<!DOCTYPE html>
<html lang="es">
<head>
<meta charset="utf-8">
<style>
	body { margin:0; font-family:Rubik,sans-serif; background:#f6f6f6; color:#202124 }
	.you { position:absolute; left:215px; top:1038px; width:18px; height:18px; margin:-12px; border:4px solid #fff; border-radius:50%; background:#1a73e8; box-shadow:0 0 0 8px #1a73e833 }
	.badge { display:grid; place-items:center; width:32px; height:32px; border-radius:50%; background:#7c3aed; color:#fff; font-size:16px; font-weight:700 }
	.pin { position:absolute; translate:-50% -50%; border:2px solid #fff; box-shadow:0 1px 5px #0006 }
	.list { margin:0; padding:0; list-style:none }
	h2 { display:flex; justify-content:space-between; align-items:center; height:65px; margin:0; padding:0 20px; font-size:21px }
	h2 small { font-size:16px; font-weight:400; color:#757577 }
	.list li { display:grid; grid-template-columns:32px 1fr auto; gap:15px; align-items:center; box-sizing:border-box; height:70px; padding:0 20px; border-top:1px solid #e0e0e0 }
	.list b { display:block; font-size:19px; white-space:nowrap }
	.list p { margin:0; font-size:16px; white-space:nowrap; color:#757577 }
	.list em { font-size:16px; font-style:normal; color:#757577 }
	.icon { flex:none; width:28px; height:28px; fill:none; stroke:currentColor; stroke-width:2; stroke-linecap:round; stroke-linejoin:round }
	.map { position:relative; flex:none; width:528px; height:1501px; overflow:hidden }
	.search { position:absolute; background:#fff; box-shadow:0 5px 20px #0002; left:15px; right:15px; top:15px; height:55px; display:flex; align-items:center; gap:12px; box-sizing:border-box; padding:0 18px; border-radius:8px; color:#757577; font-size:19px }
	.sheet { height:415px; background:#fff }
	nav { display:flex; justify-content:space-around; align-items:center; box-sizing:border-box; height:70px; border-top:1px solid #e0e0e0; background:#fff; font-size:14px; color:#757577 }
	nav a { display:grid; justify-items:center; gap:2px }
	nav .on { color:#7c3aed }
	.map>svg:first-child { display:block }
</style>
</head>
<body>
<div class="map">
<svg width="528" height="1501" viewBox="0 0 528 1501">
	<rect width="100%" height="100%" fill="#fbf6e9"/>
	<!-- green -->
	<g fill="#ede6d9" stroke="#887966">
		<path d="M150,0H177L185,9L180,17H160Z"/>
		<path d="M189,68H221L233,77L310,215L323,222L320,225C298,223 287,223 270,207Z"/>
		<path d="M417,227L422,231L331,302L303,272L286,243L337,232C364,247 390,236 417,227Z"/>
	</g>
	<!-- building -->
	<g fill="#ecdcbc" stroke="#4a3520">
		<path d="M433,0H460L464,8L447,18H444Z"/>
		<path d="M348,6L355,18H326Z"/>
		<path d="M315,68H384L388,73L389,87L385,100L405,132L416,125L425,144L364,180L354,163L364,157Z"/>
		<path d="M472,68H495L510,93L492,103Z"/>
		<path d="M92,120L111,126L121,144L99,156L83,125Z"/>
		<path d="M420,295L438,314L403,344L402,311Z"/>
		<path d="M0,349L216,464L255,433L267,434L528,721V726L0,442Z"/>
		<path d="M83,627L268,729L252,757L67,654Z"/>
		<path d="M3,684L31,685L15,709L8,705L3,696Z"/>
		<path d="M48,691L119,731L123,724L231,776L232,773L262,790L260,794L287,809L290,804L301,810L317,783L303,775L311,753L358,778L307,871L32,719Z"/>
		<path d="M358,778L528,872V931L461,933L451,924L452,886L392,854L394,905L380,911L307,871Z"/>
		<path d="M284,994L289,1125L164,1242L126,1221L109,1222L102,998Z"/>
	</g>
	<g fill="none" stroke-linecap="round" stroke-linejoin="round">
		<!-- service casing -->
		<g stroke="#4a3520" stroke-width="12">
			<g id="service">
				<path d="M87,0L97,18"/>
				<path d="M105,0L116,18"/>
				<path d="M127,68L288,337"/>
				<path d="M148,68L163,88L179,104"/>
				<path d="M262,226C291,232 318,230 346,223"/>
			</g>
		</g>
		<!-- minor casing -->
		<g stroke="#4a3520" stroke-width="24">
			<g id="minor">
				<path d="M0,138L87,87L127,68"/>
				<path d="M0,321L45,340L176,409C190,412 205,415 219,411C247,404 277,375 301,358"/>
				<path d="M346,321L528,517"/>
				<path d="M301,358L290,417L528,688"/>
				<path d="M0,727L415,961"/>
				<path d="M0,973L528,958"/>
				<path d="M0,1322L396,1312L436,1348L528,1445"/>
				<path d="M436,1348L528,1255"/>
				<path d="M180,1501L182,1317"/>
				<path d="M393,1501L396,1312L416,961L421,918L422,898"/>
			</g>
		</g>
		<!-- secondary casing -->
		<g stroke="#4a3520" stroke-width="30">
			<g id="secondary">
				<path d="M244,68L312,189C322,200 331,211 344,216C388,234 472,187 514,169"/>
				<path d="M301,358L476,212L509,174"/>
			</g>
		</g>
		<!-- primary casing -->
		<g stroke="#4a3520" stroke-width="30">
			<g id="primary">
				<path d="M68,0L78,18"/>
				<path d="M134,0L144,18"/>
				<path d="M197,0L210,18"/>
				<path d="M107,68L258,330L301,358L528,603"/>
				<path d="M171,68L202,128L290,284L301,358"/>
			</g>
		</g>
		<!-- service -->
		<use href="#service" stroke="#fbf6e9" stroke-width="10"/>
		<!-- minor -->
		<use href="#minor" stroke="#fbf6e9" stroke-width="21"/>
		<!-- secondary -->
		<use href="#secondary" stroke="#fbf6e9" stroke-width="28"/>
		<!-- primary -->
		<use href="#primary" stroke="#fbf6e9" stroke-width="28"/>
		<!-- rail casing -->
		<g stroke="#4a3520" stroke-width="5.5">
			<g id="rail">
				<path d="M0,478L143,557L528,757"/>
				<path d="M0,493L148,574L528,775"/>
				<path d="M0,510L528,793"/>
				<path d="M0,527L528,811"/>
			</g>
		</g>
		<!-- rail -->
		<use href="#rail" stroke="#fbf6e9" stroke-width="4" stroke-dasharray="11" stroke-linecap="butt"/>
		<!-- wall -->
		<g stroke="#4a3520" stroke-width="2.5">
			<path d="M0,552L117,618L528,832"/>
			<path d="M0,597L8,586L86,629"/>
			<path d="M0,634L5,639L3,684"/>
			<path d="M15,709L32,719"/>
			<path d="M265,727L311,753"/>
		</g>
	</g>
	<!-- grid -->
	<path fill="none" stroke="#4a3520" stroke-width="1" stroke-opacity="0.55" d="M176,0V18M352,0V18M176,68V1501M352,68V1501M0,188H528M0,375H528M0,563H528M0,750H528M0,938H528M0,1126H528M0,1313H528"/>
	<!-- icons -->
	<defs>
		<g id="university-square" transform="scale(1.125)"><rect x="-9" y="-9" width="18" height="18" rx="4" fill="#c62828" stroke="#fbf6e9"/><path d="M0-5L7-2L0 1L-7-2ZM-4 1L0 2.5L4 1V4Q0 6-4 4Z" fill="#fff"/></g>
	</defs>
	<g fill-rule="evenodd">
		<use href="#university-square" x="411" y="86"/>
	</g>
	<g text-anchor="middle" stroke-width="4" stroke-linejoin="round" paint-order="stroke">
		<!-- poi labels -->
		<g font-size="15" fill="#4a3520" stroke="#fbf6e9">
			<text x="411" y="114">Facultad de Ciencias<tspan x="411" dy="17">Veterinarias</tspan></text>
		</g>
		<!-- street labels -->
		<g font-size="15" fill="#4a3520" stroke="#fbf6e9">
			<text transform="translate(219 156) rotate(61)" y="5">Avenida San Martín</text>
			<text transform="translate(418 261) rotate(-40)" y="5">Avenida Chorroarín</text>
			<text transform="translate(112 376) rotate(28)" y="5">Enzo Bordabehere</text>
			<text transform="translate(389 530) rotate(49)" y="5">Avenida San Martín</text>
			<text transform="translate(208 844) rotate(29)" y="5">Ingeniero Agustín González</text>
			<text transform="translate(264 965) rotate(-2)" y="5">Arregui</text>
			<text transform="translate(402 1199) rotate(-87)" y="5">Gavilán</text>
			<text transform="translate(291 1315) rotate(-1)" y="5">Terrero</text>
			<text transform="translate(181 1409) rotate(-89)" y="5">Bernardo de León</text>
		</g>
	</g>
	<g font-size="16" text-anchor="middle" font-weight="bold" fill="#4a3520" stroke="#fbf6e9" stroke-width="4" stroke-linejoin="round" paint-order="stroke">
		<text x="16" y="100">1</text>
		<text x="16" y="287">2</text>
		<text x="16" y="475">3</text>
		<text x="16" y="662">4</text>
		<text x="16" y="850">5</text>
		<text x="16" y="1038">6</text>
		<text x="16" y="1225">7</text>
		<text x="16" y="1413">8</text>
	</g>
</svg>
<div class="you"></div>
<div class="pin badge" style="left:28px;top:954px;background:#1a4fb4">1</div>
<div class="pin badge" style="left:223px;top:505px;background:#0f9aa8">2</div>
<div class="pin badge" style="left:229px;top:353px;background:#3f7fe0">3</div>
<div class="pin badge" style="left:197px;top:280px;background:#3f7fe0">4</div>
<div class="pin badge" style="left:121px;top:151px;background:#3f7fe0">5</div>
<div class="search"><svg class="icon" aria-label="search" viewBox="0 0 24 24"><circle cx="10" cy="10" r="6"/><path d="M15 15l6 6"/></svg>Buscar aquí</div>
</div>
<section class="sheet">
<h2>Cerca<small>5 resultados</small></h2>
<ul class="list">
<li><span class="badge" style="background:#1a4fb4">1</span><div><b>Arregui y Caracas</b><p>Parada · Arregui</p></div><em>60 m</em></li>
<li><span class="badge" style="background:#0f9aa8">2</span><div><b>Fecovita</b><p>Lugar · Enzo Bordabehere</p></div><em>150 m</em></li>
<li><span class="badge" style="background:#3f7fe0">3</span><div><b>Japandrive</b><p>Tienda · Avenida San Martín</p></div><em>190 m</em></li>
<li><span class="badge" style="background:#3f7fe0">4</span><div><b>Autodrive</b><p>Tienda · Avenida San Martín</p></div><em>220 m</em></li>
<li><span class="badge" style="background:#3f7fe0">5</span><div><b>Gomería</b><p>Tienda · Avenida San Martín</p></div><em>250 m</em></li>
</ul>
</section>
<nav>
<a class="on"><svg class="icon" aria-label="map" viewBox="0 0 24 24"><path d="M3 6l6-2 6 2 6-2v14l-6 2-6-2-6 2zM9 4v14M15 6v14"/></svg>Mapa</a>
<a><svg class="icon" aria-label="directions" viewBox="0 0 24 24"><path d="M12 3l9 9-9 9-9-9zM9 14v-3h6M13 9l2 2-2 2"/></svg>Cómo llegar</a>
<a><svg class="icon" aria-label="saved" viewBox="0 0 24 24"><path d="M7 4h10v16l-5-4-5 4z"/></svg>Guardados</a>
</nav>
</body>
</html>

┄┄┄┄┄┄┄┄┄┄┄┄┄┄┄┄┄┄┄┄

■ PROBLEM REQUIREMENTS ■
Please output the exact lines of the records above, beginning with the first and stopping after the line that holds "display:block; font-size:19px; white-space:nowrap", and nothing else.

■ EXERCISE RESULT ■
<!DOCTYPE html>
<html lang="es">
<head>
<meta charset="utf-8">
<style>
	body { margin:0; font-family:Rubik,sans-serif; background:#f6f6f6; color:#202124 }
	.you { position:absolute; left:215px; top:1038px; width:18px; height:18px; margin:-12px; border:4px solid #fff; border-radius:50%; background:#1a73e8; box-shadow:0 0 0 8px #1a73e833 }
	.badge { display:grid; place-items:center; width:32px; height:32px; border-radius:50%; background:#7c3aed; color:#fff; font-size:16px; font-weight:700 }
	.pin { position:absolute; translate:-50% -50%; border:2px solid #fff; box-shadow:0 1px 5px #0006 }
	.list { margin:0; padding:0; list-style:none }
	h2 { display:flex; justify-content:space-between; align-items:center; height:65px; margin:0; padding:0 20px; font-size:21px }
	h2 small { font-size:16px; font-weight:400; color:#757577 }
	.list li { display:grid; grid-template-columns:32px 1fr auto; gap:15px; align-items:center; box-sizing:border-box; height:70px; padding:0 20px; border-top:1px solid #e0e0e0 }
	.list b { display:block; font-size:19px; white-space:nowrap }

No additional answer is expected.